Hedge fund manager David Einhorn wants Apple Inc. to follow its old advertising slogan and "think different" ... about its cash.
Mr. Einhorn's Greenlight Capital on Thursday sued Apple, saying the company should give stockholders a bigger piece of its $137.1-billion (U.S.) cash pile. It's one of the strongest criticisms by an investor of the consumer device giant's cash allocation strategy.
He also urged Apple shareholders to vote against Apple's plan to eliminate preferred stock from its charter at its annual meeting on Feb 27.
This is the first such investor activism that Apple has faced in more than a decade. In an interview with CNBC on Thursday, Mr. Einhorn, a well-known short-seller, accused Apple, which teetered on the brink of bankruptcy in the late 1990s before Steve Jobs returned to turn it around, of harbouring a "Depression-era" mentality.
"It has sort of a mentality of a depression. In other words, people who have gone through traumas ... and Apple has gone through a couple of traumas in its history, they sometimes feel like they can never have enough cash," Mr. Einhorn said during the interview.
Apple shares, which had fallen 35 per cent from mid-September through Wednesday, were up 1.2 per cent at $459.83 at midday.
Mr. Einhorn remains long on Apple shares. He told CNBC that while he admires the company, it has a "cash problem" it needs to fix by offering perpetual preferred stock with a 4 per cent yield.
"The idea is powerful, and when I have a chance to explain it to the shareholders, most will see it as an enormous win-win," Mr. Einhorn told Reuters.
Apple did not return calls for comment.
Mr. Einhorn said he suggested to Apple an initial preferred share distribution, where dividends could be funded on an ongoing basis by a relatively small percentage of the company's operating cash flow.
"Apple rejected the idea outright in September, 2012," he said, adding the company considered it but then refused to withdraw the proposal to eliminate preferred stock from its charter.
One analyst said there were merits to Mr. Einhorn's proposal.
"He's a huge holder in the stock, the shares are down and it's natural for a person like that to try and reverse that," said BGC Partners analyst Colin Gillis. "Other shareholders may join, but whether it will change the tide remains to be seen."
Analysts have said stockholder pressure would increase as Apple's share price and clout declines. Investors have persistently called on the company to be more proactive in using its massive cash and capital hoard.
As recently as last month, chief financial officer Peter Oppenheimer told analysts on a post-results conference call that the company, which has the largest cash balance in the technology industry, was considering various ways to be more active on that front.
Money managers have also said Apple has underperformed peers when it comes to putting its cash pile to work.
Calling Apple shares "utterly misvalued" at current levels in the CNBC interview, Mr. Einhorn said the company no longer needs to grow at the near-triple digit rates of the past.

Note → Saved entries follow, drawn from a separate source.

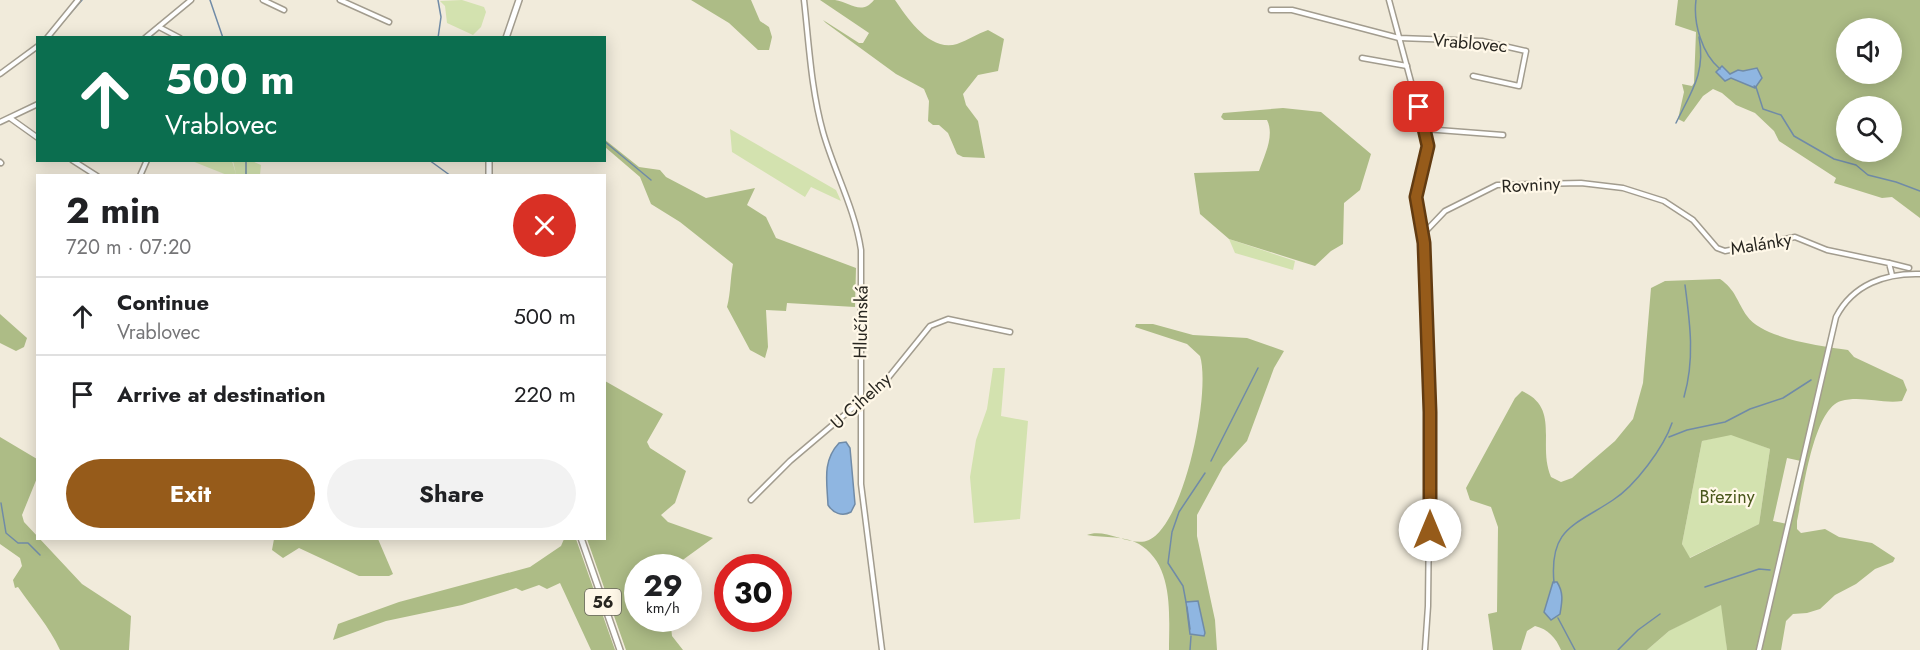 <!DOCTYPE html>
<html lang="en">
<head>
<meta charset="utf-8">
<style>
	body { margin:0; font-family:Jost,sans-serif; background:#f2f2f2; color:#202124; height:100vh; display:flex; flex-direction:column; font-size:22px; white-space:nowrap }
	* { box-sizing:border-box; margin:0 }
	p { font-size:20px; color:#757577 }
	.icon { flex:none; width:33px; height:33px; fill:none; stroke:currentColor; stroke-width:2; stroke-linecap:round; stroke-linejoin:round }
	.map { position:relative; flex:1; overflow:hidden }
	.panel { position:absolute; left:36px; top:174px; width:570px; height:366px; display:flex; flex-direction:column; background:#fff; border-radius:0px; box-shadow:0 3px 15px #0003 }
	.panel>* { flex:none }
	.guide { position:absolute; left:36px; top:36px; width:570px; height:126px; border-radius:0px; box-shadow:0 3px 15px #0003; background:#0b6e4f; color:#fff; overflow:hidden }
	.fabs { position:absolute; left:1836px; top:18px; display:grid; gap:12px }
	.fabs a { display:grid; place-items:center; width:66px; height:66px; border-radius:50%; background:#fff; box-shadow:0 3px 15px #0003; font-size:30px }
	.speed { position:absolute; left:624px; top:554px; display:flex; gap:12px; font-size:30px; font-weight:700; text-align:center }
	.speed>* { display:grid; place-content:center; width:78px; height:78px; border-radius:50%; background:#fff; box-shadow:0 3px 15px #0003; line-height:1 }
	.speed small { font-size:15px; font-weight:400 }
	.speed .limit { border:9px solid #d22; background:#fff; color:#111 }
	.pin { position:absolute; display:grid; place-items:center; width:51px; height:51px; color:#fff; margin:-26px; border-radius:12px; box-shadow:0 3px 9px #0006 }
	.me { position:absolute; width:66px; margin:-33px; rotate:0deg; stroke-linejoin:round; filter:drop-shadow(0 0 4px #0008) }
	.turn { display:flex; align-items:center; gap:21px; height:126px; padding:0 30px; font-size:27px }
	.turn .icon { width:78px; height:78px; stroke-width:2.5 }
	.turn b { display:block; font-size:42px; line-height:51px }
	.round { display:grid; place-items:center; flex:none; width:63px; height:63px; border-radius:32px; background:#f2f2f2 }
	.overview { display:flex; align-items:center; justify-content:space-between; height:102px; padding:0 30px }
	h1 { font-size:36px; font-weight:700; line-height:45px }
	.action { display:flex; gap:12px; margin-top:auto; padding:12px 30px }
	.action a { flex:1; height:69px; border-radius:36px; background:#965b1a; color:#fff; font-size:24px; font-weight:700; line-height:69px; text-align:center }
	.action a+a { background:#f2f2f2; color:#202124 }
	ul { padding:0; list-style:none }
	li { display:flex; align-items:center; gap:18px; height:78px; padding:0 30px; border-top:2px solid #e0e0e0 }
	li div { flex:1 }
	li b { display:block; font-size:22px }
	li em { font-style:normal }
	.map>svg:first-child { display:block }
</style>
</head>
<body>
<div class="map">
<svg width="1920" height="650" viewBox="0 0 1920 650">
	<rect width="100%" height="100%" fill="#f1ebdb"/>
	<g fill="#d3e2af">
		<polygon points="462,0 484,7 486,12 481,27 473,35 447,23 445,6 440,1"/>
		<polygon points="730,129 836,190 841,201 811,187 805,197 732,152"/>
		<polygon points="222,160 232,161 236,174 233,161 252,161 261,165 260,175 227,175 192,161"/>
		<polygon points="1229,239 1295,261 1293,270 1235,253"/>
		<polygon points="993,368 1005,368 1001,416 1028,421 1020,519 974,523 970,477 976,440 987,409"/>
		<polygon points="1731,434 1770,449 1759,524 1689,558 1682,544 1702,441"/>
		<polygon points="1717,605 1721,605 1723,611 1727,650 1647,650 1669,631"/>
	</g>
	<g fill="#adbc86" fill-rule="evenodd">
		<polygon points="691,0 751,0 760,21 769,27 772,37 769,50 758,50 729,23"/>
		<path d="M820 0C825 0 830 0 835 0 850 2 861 16 874 0H895C908 19 930 52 957 44 968 40 977 34 988 30L1004 39 998 71 978 75 963 94 966 105 978 121 985 158 963 157 957 154 948 133 939 125H933L928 121 929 101 924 89 896 74 826 23 823 20 859 43H863L869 33Z"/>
		<path d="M1678 0H1920V218L1892 197 1882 198 1834 183 1836 178 1779 141 1774 131 1755 113 1736 105 1722 93 1713 89 1703 96 1684 122 1678 119 1684 92 1682 84 1692 86 1694 83 1696 32 1675 25ZM1846 28H1892V74H1846ZM1846 106H1892V152H1846Z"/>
		<path d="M1283 108 1321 112 1371 154 1360 190 1344 203 1343 244 1331 251 1315 266 1229 239 1200 214 1194 173 1259 171C1264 156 1275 136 1267 120H1224L1221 117 1223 113Z"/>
		<path d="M604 139 639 167 660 170 666 177 706 198 755 188 747 205 766 217 776 238 856 268 855 307 787 303 786 311 766 310 768 347 765 358 750 350 727 307C731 292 730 279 733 264L680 222 651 204 640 177 605 147Z"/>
		<path d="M1720 279C1736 290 1737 302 1747 316 1763 339 1822 346 1848 350L1854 357 1903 380 1907 390 1902 401C1881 404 1861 395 1841 401 1813 409 1803 494 1797 521V529L1801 533 1825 529 1839 537 1872 543 1895 558 1893 562 1875 569 1856 584 1835 595 1820 609 1807 613 1793 614 1786 621 1781 650H1727L1721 605 1669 631 1647 650H1561C1556 638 1548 629 1535 626L1527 631 1521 650H1493L1488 614 1497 612 1498 527 1491 507 1470 500 1466 488 1515 398 1522 391C1561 408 1537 445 1551 477L1561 482 1572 478 1615 441 1633 419 1643 383 1651 288 1665 281ZM1731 435 1770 449 1759 524 1690 558 1682 544 1702 441ZM1787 458 1801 461 1787 524 1773 521Z"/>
		<polygon points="0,314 27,338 24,347 16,351 0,343"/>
		<path d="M1136 324H1153L1193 335 1247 338 1284 351 1274 368 1247 441 1223 467 1197 515V536L1215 620 1217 650H1169C1169 616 1174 568 1142 546 1127 535 1104 538 1087 535 1105 527 1132 548 1149 540 1185 523 1211 391 1200 356L1187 344 1135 327ZM1198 601 1205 633 1204 636 1190 634 1186 603Z"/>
		<polygon points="605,381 663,414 647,442 650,448 686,471 675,503 661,515 668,522 713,538 673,567 638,567 638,618 670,618 672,636 683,650 626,650 587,539 604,538"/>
		<path d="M0 437 37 459V478L22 515 24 522 82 584 131 616 129 650H60C49 626 33 609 18 587L15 588 13 580 22 566 20 558 0 544Z"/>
		<polygon points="274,539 378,539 393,574 389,576 359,576 299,548 283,558 272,550"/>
		<polygon points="576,539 615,650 591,650 560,583 547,589 539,585 522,591 516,588 462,605 386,621 333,640 338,624 399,602 530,567 561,546 564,539"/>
	</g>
	<g fill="#8fb6e1" stroke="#708ba7" stroke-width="1.5">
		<polygon points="1722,66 1730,74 1738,70 1743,71 1757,68 1762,78 1755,88 1731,78 1725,81 1716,72"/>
		<path d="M846 442 850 448 855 504 851 512C842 517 833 513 828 505 827 482 822 461 839 443Z"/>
		<path d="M1553 582H1557C1564 593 1562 602 1560 614L1551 620 1544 612Z"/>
		<polygon points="1198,601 1205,633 1204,636 1190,634 1186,602"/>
	</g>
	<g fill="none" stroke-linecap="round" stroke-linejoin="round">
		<g stroke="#708ba7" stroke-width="1.5">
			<polyline points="210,0 223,38"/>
			<polyline points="438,0 441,17 438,38"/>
			<path d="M1696 0C1693 23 1702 54 1720 69"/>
			<polyline points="56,30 82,0"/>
			<polyline points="0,76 36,50"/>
			<polyline points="1754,86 1756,87 1763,109 1781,115 1794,136 1834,159 1856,165 1868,175 1896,182 1920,191"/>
			<path d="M1676 123C1691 92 1706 73 1699 37"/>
			<polyline points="604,141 651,180"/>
			<polyline points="429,160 451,176"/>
			<polyline points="246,176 246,160"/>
			<path d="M1684 397C1695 359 1690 323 1685 285"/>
			<polyline points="1669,437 1687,430 1725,422 1750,409 1783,398 1811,380"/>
			<polyline points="1211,461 1258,368"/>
			<polyline points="1,503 6,533 18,543 28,543 40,555"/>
			<path d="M1554 583C1549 528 1574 526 1613 500 1635 486 1664 447 1672 423"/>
			<polyline points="1705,587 1759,569 1770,570"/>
			<polyline points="1186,602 1183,586 1168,563 1172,532 1179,512 1205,473"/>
			<polyline points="1187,607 1190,629"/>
			<polyline points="1558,618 1575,650"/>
			<polyline points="1190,650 1191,636"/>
			<polyline points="1618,650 1638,630 1660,614"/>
		</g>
		<defs>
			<g id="minor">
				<polyline points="263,0 284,10"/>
				<polyline points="340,0 389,22"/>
				<path d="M804 0C809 44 811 89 823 132 834 171 855 209 861 250V484L882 650"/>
				<polyline points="1389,0 1428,145 1416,197 1424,233 1430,428 1428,606 1425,650"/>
				<polyline points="1271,10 1292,10 1399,38 1482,41 1526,51 1519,86 1473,76"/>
				<polyline points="159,27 180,38"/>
				<polyline points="47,38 78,0"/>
				<polyline points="145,38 191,0"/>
				<polyline points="1362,58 1407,66"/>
				<polyline points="0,74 38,46"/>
				<polyline points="10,118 38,138"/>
				<polyline points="0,122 38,104"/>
				<polyline points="1425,129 1503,135"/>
				<polyline points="72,160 97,176"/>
				<polyline points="0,162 1,163"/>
				<polyline points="140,176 147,160"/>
				<polyline points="1424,233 1445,211 1497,185 1581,183 1623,188 1664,201 1693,220 1717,248 1725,251 1795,237 1827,250 1889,263 1892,275"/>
				<polyline points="1889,263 1909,268"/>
				<polyline points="751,500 790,461 888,378 930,326 948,319 1010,332"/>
				<path d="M1759 650 1836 317C1853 284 1886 273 1920 274"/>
			</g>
			<g id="major">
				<polyline points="506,38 519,0"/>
				<polyline points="489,160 489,176"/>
				<polyline points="581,538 620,650"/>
			</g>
		</defs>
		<use href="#minor" stroke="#a29c8e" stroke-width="7"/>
		<use href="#major" stroke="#a29c8e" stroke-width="8"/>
		<use href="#minor" stroke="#fff" stroke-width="4"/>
		<use href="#major" stroke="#fff" stroke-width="5"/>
	</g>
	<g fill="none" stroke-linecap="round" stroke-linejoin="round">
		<defs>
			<polyline id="route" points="1419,107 1428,146 1416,197 1424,243 1430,412 1430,530"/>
		</defs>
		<use href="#route" stroke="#623b11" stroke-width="15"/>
		<use href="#route" stroke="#965b1a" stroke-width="10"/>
	</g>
	<g text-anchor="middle" stroke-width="4.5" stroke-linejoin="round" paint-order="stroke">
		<rect fill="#fff8e8" stroke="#68655c" stroke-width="1.5" x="585" y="589" width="36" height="26" rx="4.5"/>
		<g font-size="16" font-weight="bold" fill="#282620">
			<text x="603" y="608">56</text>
		</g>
		<g font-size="18" fill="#282620" stroke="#fff8e8">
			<text transform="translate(1470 43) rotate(5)" y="6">Vrablovec</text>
			<text transform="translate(1531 185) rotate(-3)" y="6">Rovniny</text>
			<text transform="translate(1761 244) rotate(-9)" y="6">Malánky</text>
			<text transform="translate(861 322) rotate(-89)" y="6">Hlučínská</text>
			<text transform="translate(861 401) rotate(-42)" y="6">U Cihelny</text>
		</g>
		<g font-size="18" fill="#49571b" stroke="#fff8e8">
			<text x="1727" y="503">Březiny</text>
		</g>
	</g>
</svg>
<div class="fabs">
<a><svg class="icon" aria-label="sound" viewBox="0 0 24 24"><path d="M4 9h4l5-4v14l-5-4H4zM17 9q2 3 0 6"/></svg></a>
<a><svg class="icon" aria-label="search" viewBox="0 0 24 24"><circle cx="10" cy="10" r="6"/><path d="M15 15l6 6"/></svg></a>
</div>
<div class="speed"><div>29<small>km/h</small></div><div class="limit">30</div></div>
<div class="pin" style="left:1419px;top:107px;background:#d93025"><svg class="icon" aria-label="arrive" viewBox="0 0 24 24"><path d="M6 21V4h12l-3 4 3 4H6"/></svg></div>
<svg class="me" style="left:1430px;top:530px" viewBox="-20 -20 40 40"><circle r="19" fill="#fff"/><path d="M0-13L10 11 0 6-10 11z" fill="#965b1a"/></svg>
<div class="guide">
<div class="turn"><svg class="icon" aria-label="ahead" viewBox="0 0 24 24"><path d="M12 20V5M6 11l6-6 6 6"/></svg><div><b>500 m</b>Vrablovec</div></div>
</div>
<section class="panel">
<div class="overview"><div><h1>2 min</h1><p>720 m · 07:20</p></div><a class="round" style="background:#d93025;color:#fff"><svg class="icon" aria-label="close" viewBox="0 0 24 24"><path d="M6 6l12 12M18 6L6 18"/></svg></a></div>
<ul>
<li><svg class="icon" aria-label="ahead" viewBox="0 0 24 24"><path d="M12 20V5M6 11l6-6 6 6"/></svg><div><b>Continue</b><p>Vrablovec</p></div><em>500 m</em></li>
<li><svg class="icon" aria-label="arrive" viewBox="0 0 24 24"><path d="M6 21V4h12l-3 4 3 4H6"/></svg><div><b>Arrive at destination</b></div><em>220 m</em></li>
</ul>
<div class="action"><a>Exit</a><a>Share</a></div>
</section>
</div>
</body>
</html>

For every $50-billion in preferred stock that Apple gives away to shareholders, it could unlock $32 a share in value for investors, Mr. Einhorn said. He did not elaborate on how he arrived at the number.
"We understand that many of our fellow shareholders share our frustration with Apple's capital allocation policies," Greenlight said in an open letter to investors. "Apple has $145 per share of cash on its balance sheet. As a shareholder, this is your money."
In its lawsuit, Greenlight seeks to force Apple to modify a proposal in its proxy, which the hedge fund believes does not conform to regulatory rules.
Greenlight said it is opposed to the proposal, No. 2 on Apple's proxy, which the firm said would remove the company's ability to issue preferred stock from its charter.
The California company had $137.1-billion in cash, short-term and long-term marketable securities at the end of last year but more than $94-billion in that cash is parked overseas.
"This is something that we continuously assess, the opportunities to both invest in the business and return cash," CFO Oppenheimer said on a post-results conference call last month.
"We do consider increasing these programs, and we'll do what we think is in the best interest of our shareholders."
The issue will likely be on top on investors' minds when chief executive officer Tim Cook addresses the Goldman Sachs annual technology conference in San Francisco next week.
This is the second straight year that Mr. Cook will address investors publicly since he took over in 2011. In the past, Apple executives rarely participated in such public events.